The textbooks are officially anti-mercantilistic. There is a reason for this. Mercantilism is officially wrong, because it is undeniably old. Textbooks promote that which is new: “The latest is the greatest.” Mercantilism was believed from 1650 to 1750. It is therefore outmoded.

Yet it is in fact the dominant economic philosophy today. But it operates under cover. The cover is called “managed trade.” It is sometimes called “fair trade.” The high priests of mercantilism baptize the new convert in the name of free trade, but then they catechize him in terms of modified mercantilism. Modern mercantilism is “free trade with modifications for justice’s sake.” “Justice” is defined operationally as “protecting a politically favored voting bloc.”

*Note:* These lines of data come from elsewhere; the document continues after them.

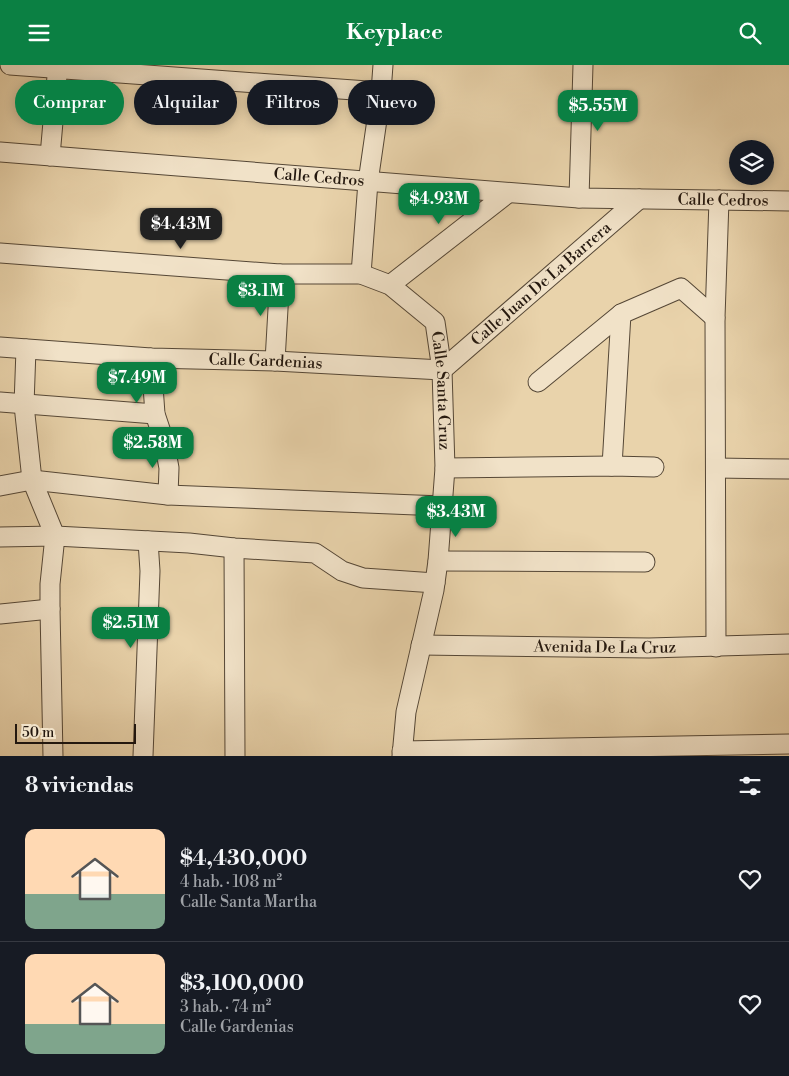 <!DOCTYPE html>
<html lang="es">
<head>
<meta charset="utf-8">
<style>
	body { margin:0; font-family:"Libre Bodoni",serif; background:#242831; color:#f1f3f6; height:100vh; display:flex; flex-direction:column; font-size:19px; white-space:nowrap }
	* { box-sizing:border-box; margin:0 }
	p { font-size:16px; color:#9ea1a6 }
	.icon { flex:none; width:28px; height:28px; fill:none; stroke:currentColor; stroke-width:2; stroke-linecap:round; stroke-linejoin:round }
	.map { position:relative; height:691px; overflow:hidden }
	.sheet { display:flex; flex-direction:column; background:#171b24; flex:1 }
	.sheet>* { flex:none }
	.banner { position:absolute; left:15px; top:15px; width:500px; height:45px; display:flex; gap:10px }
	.fabs { position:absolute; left:729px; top:75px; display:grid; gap:10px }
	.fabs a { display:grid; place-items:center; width:45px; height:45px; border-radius:50%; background:#171b24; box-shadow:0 2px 12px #0003; font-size:25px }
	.scale { position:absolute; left:15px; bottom:12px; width:121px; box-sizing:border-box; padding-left:5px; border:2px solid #24180f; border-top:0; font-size:14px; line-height:18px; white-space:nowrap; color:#24180f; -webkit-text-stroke:4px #f1e2c8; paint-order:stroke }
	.price { position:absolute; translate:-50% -42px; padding:0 11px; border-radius:10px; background:#0b8043; color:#fff; font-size:16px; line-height:32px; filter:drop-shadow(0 1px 2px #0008) }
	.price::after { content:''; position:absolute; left:50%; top:30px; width:15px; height:11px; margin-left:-8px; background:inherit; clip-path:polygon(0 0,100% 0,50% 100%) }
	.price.on { background:#222; color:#fff }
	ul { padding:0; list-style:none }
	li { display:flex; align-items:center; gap:15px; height:125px; padding:0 25px }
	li+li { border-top:1px solid #363941 }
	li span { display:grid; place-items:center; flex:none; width:140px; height:100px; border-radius:10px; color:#555 }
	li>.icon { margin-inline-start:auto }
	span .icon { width:60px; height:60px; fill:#fffc; stroke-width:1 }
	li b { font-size:21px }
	h2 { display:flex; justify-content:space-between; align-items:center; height:60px; padding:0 25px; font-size:21px }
	.pill { padding:0 18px; border-radius:22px; background:#171b24; box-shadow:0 2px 12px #0003; font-size:18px; line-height:45px }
	.pill.on { background:#0b8043; color:#fff }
	header { display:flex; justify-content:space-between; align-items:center; height:65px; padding:0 25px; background:#0b8043; color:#fff; font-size:22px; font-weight:800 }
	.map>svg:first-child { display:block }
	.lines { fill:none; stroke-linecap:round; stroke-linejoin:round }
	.minor-casing { stroke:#554736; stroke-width:21 }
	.minor { stroke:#f1e2c8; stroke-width:19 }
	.labels { text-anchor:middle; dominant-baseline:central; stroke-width:4.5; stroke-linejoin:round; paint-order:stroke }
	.street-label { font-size:16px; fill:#24180f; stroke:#f1e2c8 }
</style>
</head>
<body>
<header><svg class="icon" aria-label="menu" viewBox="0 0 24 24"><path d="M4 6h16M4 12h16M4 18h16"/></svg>Keyplace<svg class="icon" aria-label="search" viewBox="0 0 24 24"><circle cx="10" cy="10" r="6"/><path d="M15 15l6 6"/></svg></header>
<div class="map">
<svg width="789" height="691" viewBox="0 0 789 691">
	<rect width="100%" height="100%" fill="#e9d3ab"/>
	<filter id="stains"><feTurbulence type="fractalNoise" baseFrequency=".004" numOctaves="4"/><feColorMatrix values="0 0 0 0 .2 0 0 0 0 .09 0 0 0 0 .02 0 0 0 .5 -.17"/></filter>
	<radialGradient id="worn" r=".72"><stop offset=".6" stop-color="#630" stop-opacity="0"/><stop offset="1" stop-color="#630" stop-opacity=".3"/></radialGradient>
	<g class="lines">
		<defs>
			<g id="minor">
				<path d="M10 0 381 27"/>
				<path id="s1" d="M0 87 579 133 789 136"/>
				<path d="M50 91 58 0"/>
				<path d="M579 133 583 0"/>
				<path id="s2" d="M0 188 280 209H361L390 220 435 257 442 305 445 403 438 496 434 525 406 647 402 691"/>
				<path d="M361 209 368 117 381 27 383 0"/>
				<path d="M390 220 508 128"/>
				<path id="s3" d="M0 282 151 293 275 296 442 305 639 134"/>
				<path d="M26 284 24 340 32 415 55 471 50 519V544L53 691"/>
				<path d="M151 293 155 349 164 376 169 403 168 430"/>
				<path d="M275 296 280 209"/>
				<path d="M538 317 621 249 681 223 715 253"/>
				<path d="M0 337 155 349"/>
				<path d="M612 401 621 249"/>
				<path d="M445 403 612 401 654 402"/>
				<path d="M716 403 789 404"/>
				<path d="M0 421 32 415 168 430 441 441"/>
				<path d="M0 472 55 471 189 478 234 483 315 488 342 506 363 513 435 518"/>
				<path d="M234 483 235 691"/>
				<path d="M438 496 645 497"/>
				<path d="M0 549 50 544"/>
				<path id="s4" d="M421 580 649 583 789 579"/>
				<path d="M716 582 715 253 719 135"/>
				<path d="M402 686 789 679"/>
				<path d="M143 691 150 506 148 476"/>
			</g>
		</defs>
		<!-- minor casing -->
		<use href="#minor" class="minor-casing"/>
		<!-- minor -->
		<use href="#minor" class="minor"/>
	</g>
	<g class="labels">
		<!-- street labels -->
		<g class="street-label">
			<text stroke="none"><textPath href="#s1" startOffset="320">Calle Cedros</textPath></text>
			<text stroke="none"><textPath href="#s1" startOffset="725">Calle Cedros</textPath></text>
			<text stroke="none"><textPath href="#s3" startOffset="574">Calle Juan De La Barrera</textPath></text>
			<text stroke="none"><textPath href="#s3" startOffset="266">Calle Gardenias</textPath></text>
			<text stroke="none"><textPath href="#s2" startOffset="520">Calle Santa Cruz</textPath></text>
			<text stroke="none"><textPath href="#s4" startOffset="184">Avenida De La Cruz</textPath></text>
		</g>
	</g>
	<rect width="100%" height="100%" filter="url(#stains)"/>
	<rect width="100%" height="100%" fill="url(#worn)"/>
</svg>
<div class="fabs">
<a><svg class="icon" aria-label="layers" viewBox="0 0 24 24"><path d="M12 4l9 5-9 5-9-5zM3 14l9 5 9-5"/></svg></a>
</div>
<div class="scale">50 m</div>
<b class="price" style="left:598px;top:67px">$5.55M</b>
<b class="price" style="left:439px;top:160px">$4.93M</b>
<b class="price on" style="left:181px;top:185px">$4.43M</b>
<b class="price" style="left:261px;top:252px">$3.1M</b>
<b class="price" style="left:137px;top:339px">$7.49M</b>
<b class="price" style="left:153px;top:404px">$2.58M</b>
<b class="price" style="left:456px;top:473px">$3.43M</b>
<b class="price" style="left:131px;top:584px">$2.51M</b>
<div class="banner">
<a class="pill on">Comprar</a>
<a class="pill">Alquilar</a>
<a class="pill">Filtros</a>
<a class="pill">Nuevo</a>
</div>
</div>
<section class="sheet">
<h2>8 viviendas<svg class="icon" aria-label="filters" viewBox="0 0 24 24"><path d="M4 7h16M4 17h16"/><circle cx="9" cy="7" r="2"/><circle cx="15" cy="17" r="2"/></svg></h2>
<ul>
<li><span style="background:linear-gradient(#ffd9b3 65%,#7fa58c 0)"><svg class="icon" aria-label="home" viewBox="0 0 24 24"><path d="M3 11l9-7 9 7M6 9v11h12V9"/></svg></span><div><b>$4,430,000</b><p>4 hab. · 108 m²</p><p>Calle Santa Martha</p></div><svg class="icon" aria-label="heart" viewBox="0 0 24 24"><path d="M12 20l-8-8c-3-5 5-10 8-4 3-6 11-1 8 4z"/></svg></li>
<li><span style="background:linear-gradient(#ffd9b3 70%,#7fa58c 0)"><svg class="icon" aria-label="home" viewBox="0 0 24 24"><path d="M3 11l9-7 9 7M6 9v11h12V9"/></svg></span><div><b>$3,100,000</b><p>3 hab. · 74 m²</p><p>Calle Gardenias</p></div><svg class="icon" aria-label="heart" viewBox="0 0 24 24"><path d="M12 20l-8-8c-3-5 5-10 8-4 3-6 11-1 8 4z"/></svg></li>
</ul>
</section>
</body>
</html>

Keynesianism is an economic philosophy based on the idea that the free market requires forceful intervention from the government in order to maintain justice and efficiency. The free market is both inefficient and unfair to the common man. This is also true of Mercantilism.

Wikipedia says:

Mercantilism is the economic doctrine in which government control of foreign trade is of paramount importance for ensuring the prosperity and military security of the state. In particular, it demands a positive balance of trade. Mercantilism dominated Western European economic policy and discourse from the 16th to late-18th centuries.[1] Mercantilism was a cause of frequent European wars in that time and motivated colonial expansion. Mercantilist theory varied in sophistication from one writer to another and evolved over time. Favors for powerful interests were often defended with mercantilist reasoning.

Neo-Mercantilism seems to be the predominate economic theory of the present age. The USA has bases all over the world and controls, in many varied ways, the governments of countries globally. It is not only about the oil.

Original mercantilism was the widely held, incorrect theory of trade that insisted that a nation grows rich by exporting more than it imports. Britain had a huge navy and army to force other nations into a position whereby Britain could control trade between nations; thinking that by doing so they would become more wealthy.  Since a nation gets rich only if its residents get rich this idea was a major error. It was refuted by various famous economists, but as modern truth-telling by the Austrians shows; that rarely sways politicians.

Modern mercantilism in the West has changed the direction of the import/export idea. Now mercantilism says a nation grows rich by importing more than it exports. You go into debt to buy from foreign exporters and this “borrow to grow rich” idea seems to make sense to modern Western politicians. This is Western Keynesianism.

The Asians still believe in old style mercantilism so they lend to us to buy their products and we happily borrow from them to buy these products.

This modern mercantilism or Neo-mercantilism is called by another name: Keynesianism. No matter the name: the idea has been refuted by economists and by history time and again. Yet the USA still thinks outspending the rest of the world on the warfare machine will make us more wealthy. This is Lunacy.

The thing to remember is that “mercantilism” has been discredited and no one believes in that system anymore. The textbooks even say so. But mercantilism is just the old name for Keynesianism so Keynesian economic theory is bunk also. Remember that when you listen to politicians.